Exercise input:
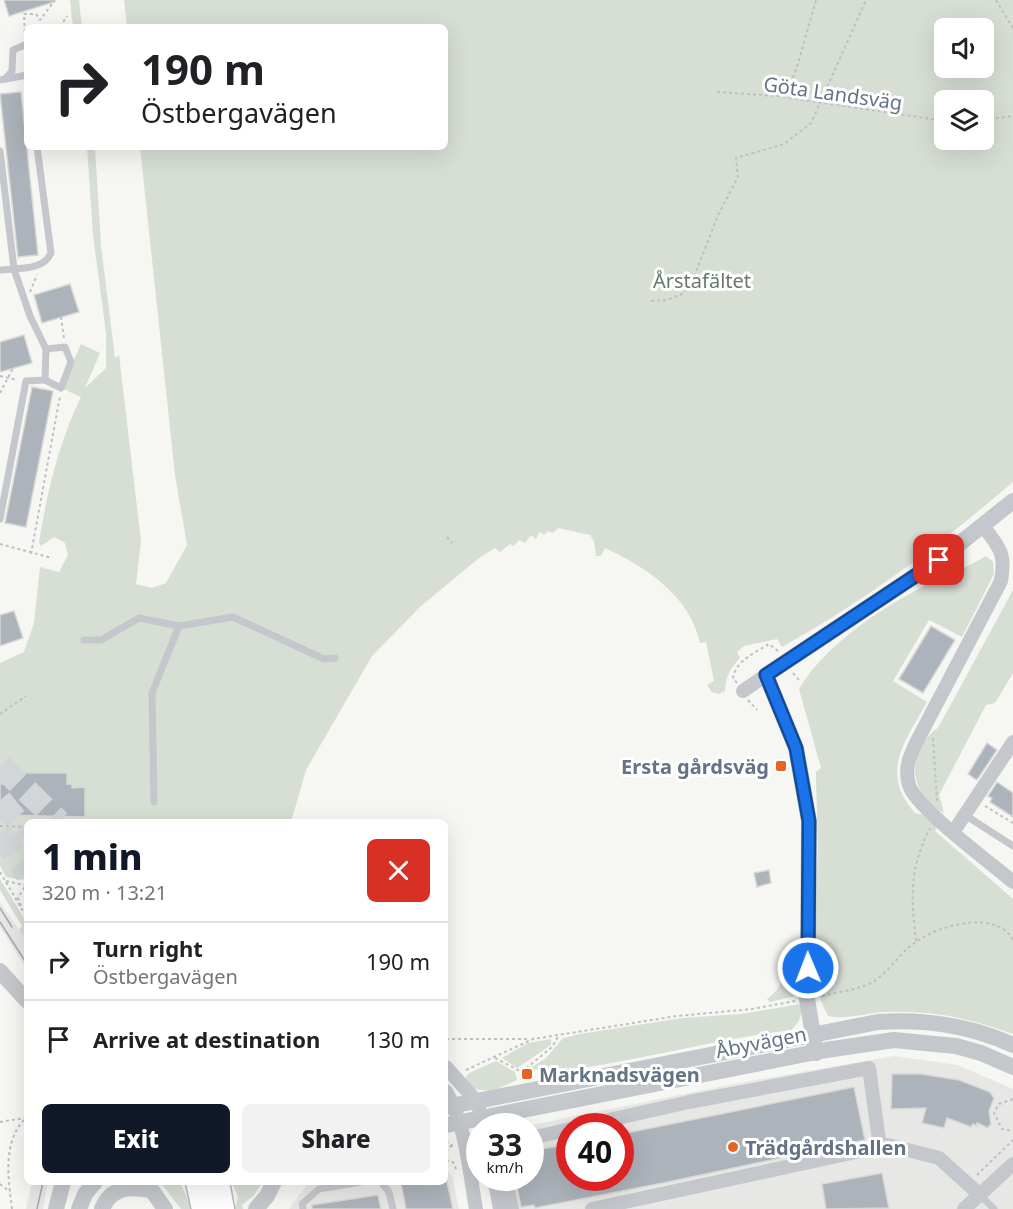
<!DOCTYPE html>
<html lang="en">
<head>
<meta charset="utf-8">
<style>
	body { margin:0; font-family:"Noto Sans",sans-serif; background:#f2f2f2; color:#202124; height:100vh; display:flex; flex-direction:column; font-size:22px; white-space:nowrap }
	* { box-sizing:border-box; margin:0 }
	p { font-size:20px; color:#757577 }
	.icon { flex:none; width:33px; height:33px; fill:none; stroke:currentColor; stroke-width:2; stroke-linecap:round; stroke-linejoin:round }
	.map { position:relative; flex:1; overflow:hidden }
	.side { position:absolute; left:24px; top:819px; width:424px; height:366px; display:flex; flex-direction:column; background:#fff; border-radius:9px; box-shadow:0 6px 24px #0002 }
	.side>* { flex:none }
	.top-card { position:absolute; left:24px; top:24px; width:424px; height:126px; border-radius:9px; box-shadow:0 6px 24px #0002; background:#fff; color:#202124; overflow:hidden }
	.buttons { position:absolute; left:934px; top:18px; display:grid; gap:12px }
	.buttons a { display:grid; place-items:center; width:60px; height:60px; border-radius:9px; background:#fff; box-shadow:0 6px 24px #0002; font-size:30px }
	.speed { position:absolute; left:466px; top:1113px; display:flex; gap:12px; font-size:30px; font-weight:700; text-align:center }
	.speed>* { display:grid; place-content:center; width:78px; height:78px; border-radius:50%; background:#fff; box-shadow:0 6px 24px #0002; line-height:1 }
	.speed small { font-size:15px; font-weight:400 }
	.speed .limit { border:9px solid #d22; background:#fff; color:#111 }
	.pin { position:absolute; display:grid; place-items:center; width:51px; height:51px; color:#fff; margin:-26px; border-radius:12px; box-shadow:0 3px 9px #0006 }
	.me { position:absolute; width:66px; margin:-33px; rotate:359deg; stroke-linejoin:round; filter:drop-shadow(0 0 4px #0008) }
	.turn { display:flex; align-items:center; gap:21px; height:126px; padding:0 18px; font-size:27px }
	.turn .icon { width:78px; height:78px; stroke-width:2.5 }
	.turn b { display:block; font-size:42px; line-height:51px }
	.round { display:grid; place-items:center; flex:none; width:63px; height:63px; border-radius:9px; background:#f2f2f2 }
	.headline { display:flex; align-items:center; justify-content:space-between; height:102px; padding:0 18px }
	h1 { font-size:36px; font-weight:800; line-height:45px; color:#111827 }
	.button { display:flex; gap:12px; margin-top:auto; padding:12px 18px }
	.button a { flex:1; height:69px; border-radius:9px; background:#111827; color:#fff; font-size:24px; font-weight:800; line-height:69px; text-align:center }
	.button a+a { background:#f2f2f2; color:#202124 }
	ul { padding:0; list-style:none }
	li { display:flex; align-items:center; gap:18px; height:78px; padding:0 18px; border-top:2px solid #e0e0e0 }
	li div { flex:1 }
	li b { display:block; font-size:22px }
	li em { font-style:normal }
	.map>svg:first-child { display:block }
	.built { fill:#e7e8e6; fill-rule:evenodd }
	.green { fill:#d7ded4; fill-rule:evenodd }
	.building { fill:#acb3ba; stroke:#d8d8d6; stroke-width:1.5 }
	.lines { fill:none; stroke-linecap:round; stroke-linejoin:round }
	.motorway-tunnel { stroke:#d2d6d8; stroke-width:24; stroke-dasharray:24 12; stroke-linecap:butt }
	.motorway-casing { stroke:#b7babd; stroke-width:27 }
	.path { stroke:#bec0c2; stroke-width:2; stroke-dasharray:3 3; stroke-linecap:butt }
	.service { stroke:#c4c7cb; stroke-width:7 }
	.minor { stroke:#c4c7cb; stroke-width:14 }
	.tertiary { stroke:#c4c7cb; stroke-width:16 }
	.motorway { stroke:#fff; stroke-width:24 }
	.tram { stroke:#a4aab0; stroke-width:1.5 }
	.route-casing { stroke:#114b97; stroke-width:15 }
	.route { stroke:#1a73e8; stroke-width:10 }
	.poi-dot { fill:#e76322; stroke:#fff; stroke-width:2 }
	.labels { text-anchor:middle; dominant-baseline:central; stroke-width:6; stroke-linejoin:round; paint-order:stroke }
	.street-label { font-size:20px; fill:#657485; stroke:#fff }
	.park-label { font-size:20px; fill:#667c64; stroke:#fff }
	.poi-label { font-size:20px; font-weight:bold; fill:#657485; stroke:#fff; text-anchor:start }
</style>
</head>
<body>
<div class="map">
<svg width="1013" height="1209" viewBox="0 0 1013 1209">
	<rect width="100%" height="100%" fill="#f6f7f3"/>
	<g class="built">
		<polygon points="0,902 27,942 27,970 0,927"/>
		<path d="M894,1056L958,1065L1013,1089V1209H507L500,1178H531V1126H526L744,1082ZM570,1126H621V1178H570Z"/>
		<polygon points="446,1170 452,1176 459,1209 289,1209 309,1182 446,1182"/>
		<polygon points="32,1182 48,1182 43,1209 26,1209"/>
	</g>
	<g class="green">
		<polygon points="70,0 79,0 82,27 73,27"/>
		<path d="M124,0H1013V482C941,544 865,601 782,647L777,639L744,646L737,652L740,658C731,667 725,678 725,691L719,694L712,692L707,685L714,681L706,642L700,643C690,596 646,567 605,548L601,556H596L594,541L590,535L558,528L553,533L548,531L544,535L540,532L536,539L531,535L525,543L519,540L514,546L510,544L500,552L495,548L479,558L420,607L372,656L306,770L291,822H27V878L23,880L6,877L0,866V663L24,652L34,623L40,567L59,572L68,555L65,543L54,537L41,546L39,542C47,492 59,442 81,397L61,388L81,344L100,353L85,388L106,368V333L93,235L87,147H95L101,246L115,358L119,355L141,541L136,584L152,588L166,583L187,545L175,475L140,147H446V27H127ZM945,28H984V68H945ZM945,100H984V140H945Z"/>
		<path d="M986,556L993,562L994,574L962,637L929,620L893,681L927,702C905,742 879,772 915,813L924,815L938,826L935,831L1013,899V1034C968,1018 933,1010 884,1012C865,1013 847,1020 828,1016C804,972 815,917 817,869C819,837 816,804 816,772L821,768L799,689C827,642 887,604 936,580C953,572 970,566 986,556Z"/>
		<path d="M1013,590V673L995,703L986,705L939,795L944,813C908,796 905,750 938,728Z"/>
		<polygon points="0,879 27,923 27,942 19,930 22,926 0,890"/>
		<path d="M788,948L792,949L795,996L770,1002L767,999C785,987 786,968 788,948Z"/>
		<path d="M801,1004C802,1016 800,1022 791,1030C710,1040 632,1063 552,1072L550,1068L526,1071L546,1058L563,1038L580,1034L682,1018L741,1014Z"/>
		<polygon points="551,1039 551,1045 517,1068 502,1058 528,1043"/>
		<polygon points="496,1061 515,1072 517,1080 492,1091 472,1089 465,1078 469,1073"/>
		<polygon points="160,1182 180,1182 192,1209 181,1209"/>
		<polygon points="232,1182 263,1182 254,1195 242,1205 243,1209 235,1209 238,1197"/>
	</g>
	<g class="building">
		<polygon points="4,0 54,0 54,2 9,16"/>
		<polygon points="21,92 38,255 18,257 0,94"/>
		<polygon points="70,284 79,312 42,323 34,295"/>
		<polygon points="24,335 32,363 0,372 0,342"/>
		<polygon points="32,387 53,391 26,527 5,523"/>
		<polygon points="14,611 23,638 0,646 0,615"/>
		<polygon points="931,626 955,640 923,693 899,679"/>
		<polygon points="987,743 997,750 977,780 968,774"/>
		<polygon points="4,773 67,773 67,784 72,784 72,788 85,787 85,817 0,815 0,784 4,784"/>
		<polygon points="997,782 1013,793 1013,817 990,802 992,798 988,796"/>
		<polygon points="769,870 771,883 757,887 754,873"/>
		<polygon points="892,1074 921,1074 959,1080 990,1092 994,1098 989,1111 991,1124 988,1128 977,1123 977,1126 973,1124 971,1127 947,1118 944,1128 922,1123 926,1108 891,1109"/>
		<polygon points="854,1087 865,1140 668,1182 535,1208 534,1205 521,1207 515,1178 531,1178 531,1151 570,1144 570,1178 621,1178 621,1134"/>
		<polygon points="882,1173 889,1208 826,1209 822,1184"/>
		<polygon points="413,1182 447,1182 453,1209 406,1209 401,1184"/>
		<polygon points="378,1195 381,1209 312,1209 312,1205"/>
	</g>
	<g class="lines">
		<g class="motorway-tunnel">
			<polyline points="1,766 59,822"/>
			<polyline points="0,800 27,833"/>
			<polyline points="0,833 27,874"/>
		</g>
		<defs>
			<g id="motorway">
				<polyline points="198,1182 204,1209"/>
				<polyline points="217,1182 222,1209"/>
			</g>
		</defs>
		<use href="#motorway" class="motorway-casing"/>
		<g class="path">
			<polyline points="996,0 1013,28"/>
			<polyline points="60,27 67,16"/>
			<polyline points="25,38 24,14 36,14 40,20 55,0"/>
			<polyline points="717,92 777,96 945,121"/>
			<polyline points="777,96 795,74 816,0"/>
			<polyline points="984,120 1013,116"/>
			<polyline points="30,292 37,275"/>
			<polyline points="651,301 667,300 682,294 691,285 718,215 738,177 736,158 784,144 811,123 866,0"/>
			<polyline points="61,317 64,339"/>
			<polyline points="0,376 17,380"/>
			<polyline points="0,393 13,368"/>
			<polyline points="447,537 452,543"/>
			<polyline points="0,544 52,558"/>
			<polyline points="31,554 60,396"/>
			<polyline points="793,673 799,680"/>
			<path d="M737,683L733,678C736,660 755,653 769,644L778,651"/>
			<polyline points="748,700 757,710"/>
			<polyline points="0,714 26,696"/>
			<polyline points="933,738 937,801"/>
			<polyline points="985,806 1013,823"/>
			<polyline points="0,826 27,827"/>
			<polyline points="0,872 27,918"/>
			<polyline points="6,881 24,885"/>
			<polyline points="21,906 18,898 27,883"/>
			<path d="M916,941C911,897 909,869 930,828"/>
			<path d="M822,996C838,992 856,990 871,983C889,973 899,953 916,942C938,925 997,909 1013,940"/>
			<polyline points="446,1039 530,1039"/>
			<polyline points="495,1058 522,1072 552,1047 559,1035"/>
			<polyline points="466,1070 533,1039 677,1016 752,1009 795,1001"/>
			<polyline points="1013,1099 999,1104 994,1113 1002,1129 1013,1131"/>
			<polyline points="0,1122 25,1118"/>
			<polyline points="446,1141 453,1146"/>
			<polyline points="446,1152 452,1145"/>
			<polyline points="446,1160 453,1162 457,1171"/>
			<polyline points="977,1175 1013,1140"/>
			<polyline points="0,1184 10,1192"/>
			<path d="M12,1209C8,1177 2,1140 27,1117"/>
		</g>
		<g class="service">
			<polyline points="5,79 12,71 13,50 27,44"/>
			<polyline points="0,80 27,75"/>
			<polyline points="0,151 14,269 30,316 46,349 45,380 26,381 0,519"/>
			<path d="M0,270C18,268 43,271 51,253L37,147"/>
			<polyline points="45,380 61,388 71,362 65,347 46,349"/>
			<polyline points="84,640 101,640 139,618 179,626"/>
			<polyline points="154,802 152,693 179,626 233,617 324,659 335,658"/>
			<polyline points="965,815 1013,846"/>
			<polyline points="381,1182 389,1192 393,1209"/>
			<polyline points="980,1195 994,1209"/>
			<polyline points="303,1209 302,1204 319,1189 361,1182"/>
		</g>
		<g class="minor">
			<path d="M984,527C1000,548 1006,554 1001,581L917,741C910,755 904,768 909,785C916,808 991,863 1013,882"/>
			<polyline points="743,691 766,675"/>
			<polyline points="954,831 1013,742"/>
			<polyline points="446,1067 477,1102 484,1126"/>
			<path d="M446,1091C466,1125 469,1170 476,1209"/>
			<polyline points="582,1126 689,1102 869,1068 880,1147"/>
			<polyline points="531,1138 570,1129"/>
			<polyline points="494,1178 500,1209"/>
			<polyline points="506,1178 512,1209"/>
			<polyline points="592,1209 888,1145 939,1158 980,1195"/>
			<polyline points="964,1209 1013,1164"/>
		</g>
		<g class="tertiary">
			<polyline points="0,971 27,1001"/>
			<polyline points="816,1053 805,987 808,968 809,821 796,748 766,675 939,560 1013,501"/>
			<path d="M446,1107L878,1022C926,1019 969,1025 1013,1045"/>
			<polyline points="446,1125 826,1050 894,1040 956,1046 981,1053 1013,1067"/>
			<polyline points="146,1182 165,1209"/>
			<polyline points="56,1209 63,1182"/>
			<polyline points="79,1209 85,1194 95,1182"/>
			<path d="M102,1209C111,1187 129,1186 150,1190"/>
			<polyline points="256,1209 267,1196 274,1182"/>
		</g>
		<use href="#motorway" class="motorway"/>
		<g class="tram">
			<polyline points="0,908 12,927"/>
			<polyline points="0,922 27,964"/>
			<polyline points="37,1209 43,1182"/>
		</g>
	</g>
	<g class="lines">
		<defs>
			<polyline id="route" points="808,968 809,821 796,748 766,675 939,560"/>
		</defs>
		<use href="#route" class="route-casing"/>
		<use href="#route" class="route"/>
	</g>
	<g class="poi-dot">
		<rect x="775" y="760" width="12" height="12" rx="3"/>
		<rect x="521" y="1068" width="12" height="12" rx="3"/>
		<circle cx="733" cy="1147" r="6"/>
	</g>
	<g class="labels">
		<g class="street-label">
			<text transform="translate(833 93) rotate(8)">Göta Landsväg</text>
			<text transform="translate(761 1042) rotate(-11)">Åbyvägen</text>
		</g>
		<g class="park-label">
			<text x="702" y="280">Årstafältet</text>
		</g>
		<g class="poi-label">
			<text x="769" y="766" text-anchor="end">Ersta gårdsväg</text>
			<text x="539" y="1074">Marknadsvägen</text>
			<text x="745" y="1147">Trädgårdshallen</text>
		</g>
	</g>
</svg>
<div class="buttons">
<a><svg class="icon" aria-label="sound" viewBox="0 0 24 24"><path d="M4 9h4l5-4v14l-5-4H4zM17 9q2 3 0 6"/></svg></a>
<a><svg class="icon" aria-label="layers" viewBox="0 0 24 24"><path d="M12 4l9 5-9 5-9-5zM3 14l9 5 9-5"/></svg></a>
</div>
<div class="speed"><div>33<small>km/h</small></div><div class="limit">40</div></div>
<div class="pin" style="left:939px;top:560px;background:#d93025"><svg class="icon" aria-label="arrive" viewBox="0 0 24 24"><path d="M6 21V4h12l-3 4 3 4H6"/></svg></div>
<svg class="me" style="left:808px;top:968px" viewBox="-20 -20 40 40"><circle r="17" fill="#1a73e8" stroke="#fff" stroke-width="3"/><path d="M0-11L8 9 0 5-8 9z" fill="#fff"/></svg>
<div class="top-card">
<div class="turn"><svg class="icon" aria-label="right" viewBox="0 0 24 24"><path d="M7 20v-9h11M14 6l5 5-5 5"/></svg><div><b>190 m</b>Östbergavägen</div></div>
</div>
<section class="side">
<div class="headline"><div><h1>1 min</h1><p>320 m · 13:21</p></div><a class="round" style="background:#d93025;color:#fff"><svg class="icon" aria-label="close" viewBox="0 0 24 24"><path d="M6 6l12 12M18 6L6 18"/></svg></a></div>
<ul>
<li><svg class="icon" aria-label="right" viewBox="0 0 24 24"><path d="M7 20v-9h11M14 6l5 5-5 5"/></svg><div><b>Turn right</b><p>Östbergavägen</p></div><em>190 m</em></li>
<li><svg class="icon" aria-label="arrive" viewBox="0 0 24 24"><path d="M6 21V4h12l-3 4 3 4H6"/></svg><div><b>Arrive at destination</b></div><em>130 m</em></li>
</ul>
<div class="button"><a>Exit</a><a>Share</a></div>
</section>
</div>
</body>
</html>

Exercise goal: Number of lines containing "hidden" in the data: state it and nothing more.

Written answer: 2